Almost a million people bear that responsibility, so it can't be too bad. But it is worth keeping in mind that the Australian Taxation Office (which is responsible for the regulation of self-managed funds) declares a couple of hundred funds non-complying each year because the trustees have done a bad job. Once a fund is made non-complying it loses all the generous tax concessions that the superannuation system allows.

And the government is increasing the burden of responsibility on trustees. Part of its Stronger Super reform package includes requirements for more rigorous fund auditing and accounting and more regular fund reviews.

One of the big new trends is the increasing number of investors buying property with their self-managed super funds (SMSFs). Back in 2007, the super rules changed to allow people to borrow through their super funds for investment. It’s taken a while for people to get used to the idea of running their own super fund, let alone borrowing through it to buy a property. However, with more and more people setting up their own super funds today, there has been a significant flow-on effect in the property market.

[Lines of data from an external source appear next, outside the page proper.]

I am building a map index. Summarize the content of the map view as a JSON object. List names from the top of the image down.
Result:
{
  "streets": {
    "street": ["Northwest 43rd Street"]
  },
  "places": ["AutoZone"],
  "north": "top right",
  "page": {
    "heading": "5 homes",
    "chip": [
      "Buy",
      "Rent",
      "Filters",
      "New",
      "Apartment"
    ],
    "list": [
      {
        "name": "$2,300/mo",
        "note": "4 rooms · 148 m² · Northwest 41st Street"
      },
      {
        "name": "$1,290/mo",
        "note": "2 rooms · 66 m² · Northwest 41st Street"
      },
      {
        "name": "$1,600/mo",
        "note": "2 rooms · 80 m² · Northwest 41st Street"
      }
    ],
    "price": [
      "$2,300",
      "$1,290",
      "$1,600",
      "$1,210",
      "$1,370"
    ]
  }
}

Figures from the Australian Tax office show a 50 per cent increase in property investment via SMSFs over the past six years. Just like the First Home Owners’ Grant prompted more first homebuyers to get into the property market, more people are taking advantage of the opportunity to borrow up to 70 per cent of a property’s value through their SMSF to buy an investment. Obviously, individual Super funds have to have sufficient funds in order to purchase/borrow to buy an investment property and this therefore normally precludes people in their 20’s and sometimes 30’s (depending on their salary and super accumulated over their working life).

Investing in property through your SMSF is becoming more popular because there are very strong rental returns available, the costs have dropped and more people are realising the benefits. It could also be that a lot of people ignored the opportunity before because running your own super fund sounds pretty daunting and the structures used to buy property through your super are pretty complicated.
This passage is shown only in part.